# Tankmates question



## Richled13 (Jul 8, 2008)

Hello all, I am still looking for tankmates for my firemouth (a few months old) in a 29 gallon. Somebody suggested perhaps an angelfish for me. My tank is 18" tall. I'd really like to get a little more activity in the tank, and I am open to suggestions. I am wary of adding something like a convict and I am limited in my choices because of the distance to the nearest real fish store (Petsmart and Petco, anyone?). So I am hoping there are some more common fish that one of those stores might have (and I don't trust the people that work there, who recently told me my firemouth would get to be a foot long, that a foot long is fine for my tank, and that a severum would fit nicely in there as well). Any advice would be very helpful! Thanks!


----------



## emc7 (Jul 23, 2005)

1 firemouth and 1 angel might get along, but but one might bully the other. I rather see you get a few surface swimming fish. maybe mollies?


----------



## pullins125 (Mar 17, 2008)

i think some curviceps would do well with them. they pretty and dont get huge. they are mild tempered like the firemouth. i know some petsmart carry them but not sure if yours will.


----------



## tburdock (Jul 7, 2008)

What about rams? German blue or bolivian?


----------



## blcknwitecuban (Apr 17, 2006)

i think you should get some upper level fish. mollies would be good


----------



## COM (Mar 15, 2008)

I have Porkchop Rasboras in my 29 gallon.
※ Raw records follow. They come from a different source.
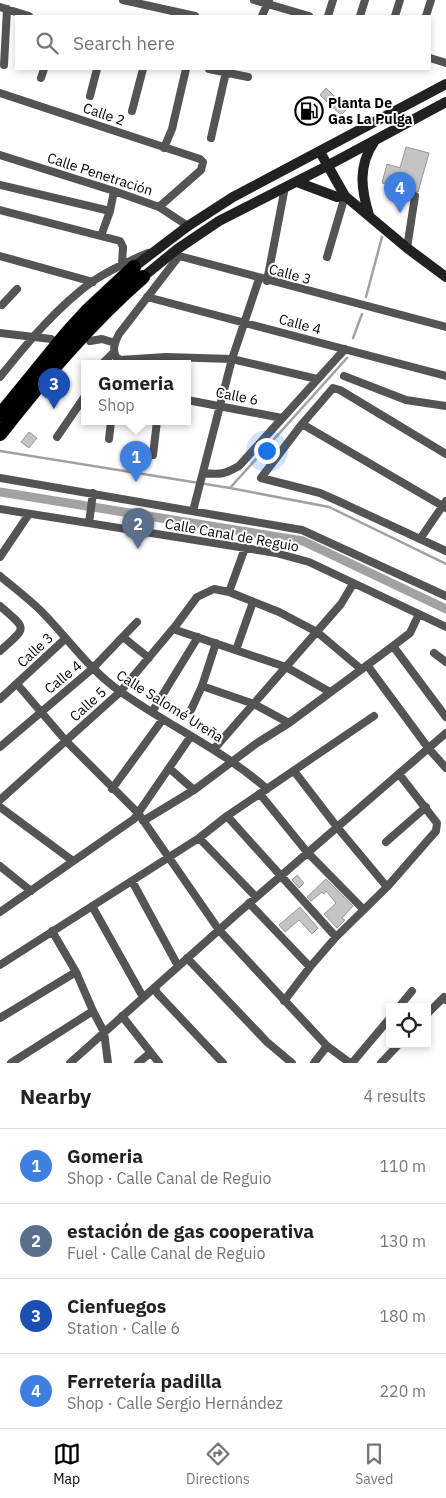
<!DOCTYPE html>
<meta charset="utf-8">
<style>
:root{--surface:#fff;--page:#f2f2f2;--text:#222;--muted:#767676;--line:#e0e0e0;--accent:#000}
body{margin:0;font-family:"IBM Plex Sans",sans-serif;background:var(--page);color:var(--text)}
.controls{position:absolute;right:15px;bottom:15px;display:grid;overflow:hidden;border-radius:0px;box-shadow:0 2px 8px #0003}
.controls button{width:45px;height:45px;display:grid;place-items:center;padding:0;border:0;border-bottom:1px solid var(--line);background:var(--surface);color:var(--text);font:25px sans-serif}
.you{position:absolute;left:266px;top:450px;width:18px;height:18px;margin:-12px;border:4px solid #fff;border-radius:50%;background:#1a73e8;box-shadow:0 0 0 8px #1a73e833}
.badge{display:grid;place-items:center;width:32px;height:32px;border-radius:50%;background:var(--accent);color:#fff;font-size:16px;font-weight:700}
.pin{position:absolute;translate:-50% -41px;filter:drop-shadow(0 1px 2px #0008)}
.pin::after{content:'';position:absolute;top:26px;width:18px;height:15px;background:inherit;clip-path:polygon(0 0,100% 0,50% 100%)}
.popup{position:absolute;left:81px;top:360px;width:110px;height:65px;box-sizing:border-box;display:grid;place-content:center;border-radius:0px;background:var(--surface);filter:drop-shadow(0 1px 4px #0005);font-size:16px;white-space:nowrap;color:var(--muted)}
.popup b{font-size:19px;color:var(--text)}
.popup::after{content:'';position:absolute;left:50%;top:100%;margin-left:-10px;border:10px solid transparent;border-top-color:var(--surface)}
.list{margin:0;padding:0;list-style:none}
h2{display:flex;justify-content:space-between;align-items:center;height:65px;margin:0;padding:0 20px;font-size:21px}
h2 small{font-size:16px;font-weight:400;color:var(--muted)}
.list li{display:grid;grid-template-columns:32px 1fr auto;gap:15px;align-items:center;box-sizing:border-box;height:75px;padding:0 20px;border-top:1px solid var(--line)}
.list b{display:block;font-size:19px;white-space:nowrap}
.list p{margin:0;font-size:16px;white-space:nowrap;color:var(--muted)}
.list em{font-size:16px;font-style:normal;color:var(--muted)}
.icon{flex:none;width:28px;height:28px;fill:none;stroke:currentColor;stroke-width:2;stroke-linecap:round;stroke-linejoin:round}
.map{position:relative;flex:none;width:446px;height:1063px;overflow:hidden}
.search{position:absolute;background:var(--surface);box-shadow:0 2px 8px #0003;left:15px;right:15px;top:15px;height:55px;display:flex;align-items:center;gap:12px;box-sizing:border-box;padding:0 18px;border-radius:0px;color:var(--muted);font-size:19px}
.sheet{height:365px;background:var(--surface)}
nav{display:flex;justify-content:space-around;align-items:center;box-sizing:border-box;height:70px;border-top:1px solid var(--line);background:var(--surface);font-size:14px;color:var(--muted)}
nav a{display:grid;justify-items:center;gap:2px}
nav .on{color:var(--accent)}
.map>svg:first-child{display:block}
</style>
<div class="map">
<svg width="446" height="1063" viewBox="0 0 446 1063">
<rect width="100%" height="100%" fill="#fff"/>
<g fill="none" stroke-linecap="round" stroke-linejoin="round">
<path stroke="#a2a2a2" stroke-width="2.5" d="M366 297 382 237
M353 338 362 314
M0 451 230 488 329 507 446 564
M230 488 347 358"/>
<path stroke="#a2a2a2" stroke-width="9" d="M0 492 303 541 446 609"/>
</g>
<path fill="#c4c4c4" stroke="#989898" d="M326 88 347 109 341 115 320 95Z
M406 147 429 153 418 192 382 183 387 164 400 168Z
M29 432 37 438 29 448 21 442Z
M297 875 304 883 299 888 292 880Z
M326 879 353 906 342 918 345 920 337 928 324 914 336 903 326 891 324 894 322 892 311 901 307 897Z
M300 907 318 928 312 934 299 920 285 932 279 925Z"/>
<g fill="none" stroke-linecap="round" stroke-linejoin="round">
<g stroke="#dbdbdb" stroke-width="15">
<path id="highway" d="M0 415 67 333 88 310 134 267
M0 434C44 378 89 324 143 277"/>
</g>
<path stroke="#545454" stroke-width="8" d="M123 0 195 16
M254 0 309 16
M0 7 29 16
M262 16 269 0
M328 16 333 0
M360 16 365 0
M395 16 400 0
M426 16 431 0
M430 58 446 63
M4 65 7 9
M209 69 248 77
M41 78 44 69
M0 93 200 159 203 162 201 170 159 207
M90 96 97 69
M132 111 143 69
M211 138 226 72
M164 148 172 129 186 69
M0 155 114 191 159 207 188 226
M0 185 110 211
M0 210 120 241 123 247 122 264
M101 236 110 211 114 191
M407 248 415 196
M0 256 93 282
M327 257 345 196
M267 281 285 187
M147 297 446 376
M2 305 17 289
M0 333 51 339
M90 341 102 339 115 343
M103 363 114 352
M344 376 406 400 446 406
M0 377C28 342 57 307 93 281 110 270 129 261 148 253
M317 379 232 359 166 357 120 360 116 357C112 349 115 342 119 334L179 256 446 327
M187 400 282 418
M302 424 446 508
M57 437 85 396
M109 439 111 421
M446 454 340 390 333 388 302 424 261 478 320 493 338 501 446 551
M153 455 157 421
M204 473C220 475 225 474 239 466L345 349
M0 478 302 530 446 596
M0 509 276 553 309 562 446 627
M193 511 232 359 259 279
M89 523 93 493
M420 539 446 501
M0 557 29 514
M0 576C13 587 28 598 41 611 68 638 89 670 121 692 169 726 223 750 267 789
M229 592 245 548
M0 606C28 630 27 627 0 651
M173 629 286 667 330 692
M123 637 149 658
M393 646 446 717
M236 650 253 602
M434 653 446 662
M367 665 429 749 446 768
M17 684 66 741 138 813 219 930 327 1046 350 1063
M202 686 254 704 289 723
M0 699 65 639
M191 710 202 686 216 643
M152 712 198 637
M0 747 92 669 137 622
M214 749 341 604 353 584
M169 768 194 790
M294 771 337 827 387 887
M112 789 163 719
M260 794 307 852 364 910
M0 800 120 692 177 624 197 597 214 589 229 592 279 612 317 632 361 669
M0 807 73 861
M227 816 336 937
M143 821 194 790 257 743 289 723 393 646 410 633 419 614
M199 838 256 897
M386 842 426 807
M0 866 31 891
M132 881 178 966
M249 903 310 967
M92 906 143 997
M0 912 134 819 191 736
M52 931 76 972 93 1011 104 1032 108 1063
M187 958 267 1042 292 1063
M0 965 199 838 227 816 374 716
M155 987 157 993 223 1063
M284 1001 310 967 336 937 387 887 436 831 437 823 399 774
M399 1007 412 991
M427 1014 444 997 446 1000
M122 1016 159 1063
M0 1018 76 972
M11 1063 93 1011
M70 1063 238 913 446 733
M138 1063 150 1053
M314 1063 327 1046
M352 1063 390 1018
M381 1063 399 1044"/>
<path stroke="#212121" stroke-width="10" d="M320 152 345 196 407 248 446 277
M297 182 337 197 345 196
M369 215C361 189 358 166 374 142
M134 267 188 226 233 197 446 84
M143 277 176 250 219 221 327 166 446 102"/>
<use href="#highway" stroke="#000" stroke-width="14"/>
</g>
<defs>
<g id="fuel-ring" transform="scale(1.4375)"><circle r="9.5" fill="#fff" stroke="#000" stroke-width="1.5"/><path d="M-5.5-6h7V0h2V4h1.3V-2.5L3-4.5l.8-.8L6-3V5H2.5V1h-1V6h-7ZM-4.2-4.7v3.2H.2V-4.7Z" fill="#000"/></g>
</defs>
<g fill-rule="evenodd">
<use href="#fuel-ring" x="309" y="111"/>
</g>
<g text-anchor="middle" stroke-width="4" stroke-linejoin="round" paint-order="stroke">
<g font-size="14" font-weight="bold" fill="#000" stroke="#fff" text-anchor="start">
<text x="328" y="108">Planta De<tspan x="328" dy="16">Gas La Pulga</tspan></text>
</g>
<g font-size="14" fill="#000" stroke="#fff">
<text transform="translate(104 114) rotate(19)" y="5">Calle 2</text>
<text transform="translate(100 174) rotate(18)" y="5">Calle Penetración</text>
<text transform="translate(290 274) rotate(15)" y="5">Calle 3</text>
<text transform="translate(300 324) rotate(15)" y="5">Calle 4</text>
<text transform="translate(237 396) rotate(11)" y="5">Calle 6</text>
<text transform="translate(232 535) rotate(10)" y="5">Calle Canal de Reguio</text>
<text transform="translate(35 650) rotate(-43)" y="5">Calle 3</text>
<text transform="translate(63 677) rotate(-39)" y="5">Calle 4</text>
<text transform="translate(88 704) rotate(-42)" y="5">Calle 5</text>
<text transform="translate(170 706) rotate(32)" y="5">Calle Salomé Ureña</text>
</g>
</g>
</svg>
<div class="controls">
<button><svg class="icon" aria-label="locate" viewBox="0 0 24 24"><circle cx="12" cy="12" r="6"/><path d="M12 2v4M12 18v4M2 12h4M18 12h4"/></svg></button>
</div>
<div class="you"></div>
<div class="pin badge" style="left:136px;top:482px;background:#3f7fe0">1</div>
<div class="popup"><b>Gomeria</b>Shop</div>
<div class="pin badge" style="left:138px;top:549px;background:#5c6f8a">2</div>
<div class="pin badge" style="left:54px;top:409px;background:#1a4fb4">3</div>
<div class="pin badge" style="left:400px;top:213px;background:#3f7fe0">4</div>
<div class="search"><svg class="icon" aria-label="search" viewBox="0 0 24 24"><circle cx="10" cy="10" r="6"/><path d="M15 15l6 6"/></svg>Search here</div>
</div>
<section class="sheet">
<h2>Nearby<small>4 results</small></h2>
<ul class="list">
<li><span class="badge" style="background:#3f7fe0">1</span><div><b>Gomeria</b><p>Shop · Calle Canal de Reguio</p></div><em>110 m</em></li>
<li><span class="badge" style="background:#5c6f8a">2</span><div><b>estación de gas cooperativa</b><p>Fuel · Calle Canal de Reguio</p></div><em>130 m</em></li>
<li><span class="badge" style="background:#1a4fb4">3</span><div><b>Cienfuegos</b><p>Station · Calle 6</p></div><em>180 m</em></li>
<li><span class="badge" style="background:#3f7fe0">4</span><div><b>Ferretería padilla</b><p>Shop · Calle Sergio Hernández</p></div><em>220 m</em></li>
</ul>
</section>
<nav>
<a class="on"><svg class="icon" aria-label="map" viewBox="0 0 24 24"><path d="M3 6l6-2 6 2 6-2v14l-6 2-6-2-6 2zM9 4v14M15 6v14"/></svg>Map</a>
<a><svg class="icon" aria-label="directions" viewBox="0 0 24 24"><path d="M12 3l9 9-9 9-9-9zM9 14v-3h6M13 9l2 2-2 2"/></svg>Directions</a>
<a><svg class="icon" aria-label="saved" viewBox="0 0 24 24"><path d="M7 4h10v16l-5-4-5 4z"/></svg>Saved</a>
</nav>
They school nicely and stick to the top.


----------



## lohachata (Jan 27, 2006)

i have never had a firemouth that was as sweet and peaceful as you are all saying;but ok..last time i had one with an angel he ate it....lol
try to find something like a thorictchys ellioti or some of the smaller sized (under 5 inches) types like pullins suggested...


----------



## blcknwitecuban (Apr 17, 2006)

my firemouths were good even amongst themselves. get a school of tiger barbs. they are the bee's knees


----------